■ WHAT IS REQUIRED ■
Your job is to write out each record exactly, leaving none out.

■ RAW DATA ■
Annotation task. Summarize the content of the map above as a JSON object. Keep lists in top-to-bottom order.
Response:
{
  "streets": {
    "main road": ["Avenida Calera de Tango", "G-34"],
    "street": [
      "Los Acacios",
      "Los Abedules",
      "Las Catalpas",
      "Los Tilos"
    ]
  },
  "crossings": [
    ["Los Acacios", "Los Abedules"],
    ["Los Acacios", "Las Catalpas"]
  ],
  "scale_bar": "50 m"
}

■ ANSWER BOX ■
Annotation task. Summarize the content of the map above as a JSON object. Keep lists in top-to-bottom order.
Response:
{
  "streets": {
    "main road": ["Avenida Calera de Tango", "G-34"],
    "street": [
      "Los Acacios",
      "Los Abedules",
      "Las Catalpas",
      "Los Tilos"
    ]
  },
  "crossings": [
    ["Los Acacios", "Los Abedules"],
    ["Los Acacios", "Las Catalpas"]
  ],
  "scale_bar": "50 m"
}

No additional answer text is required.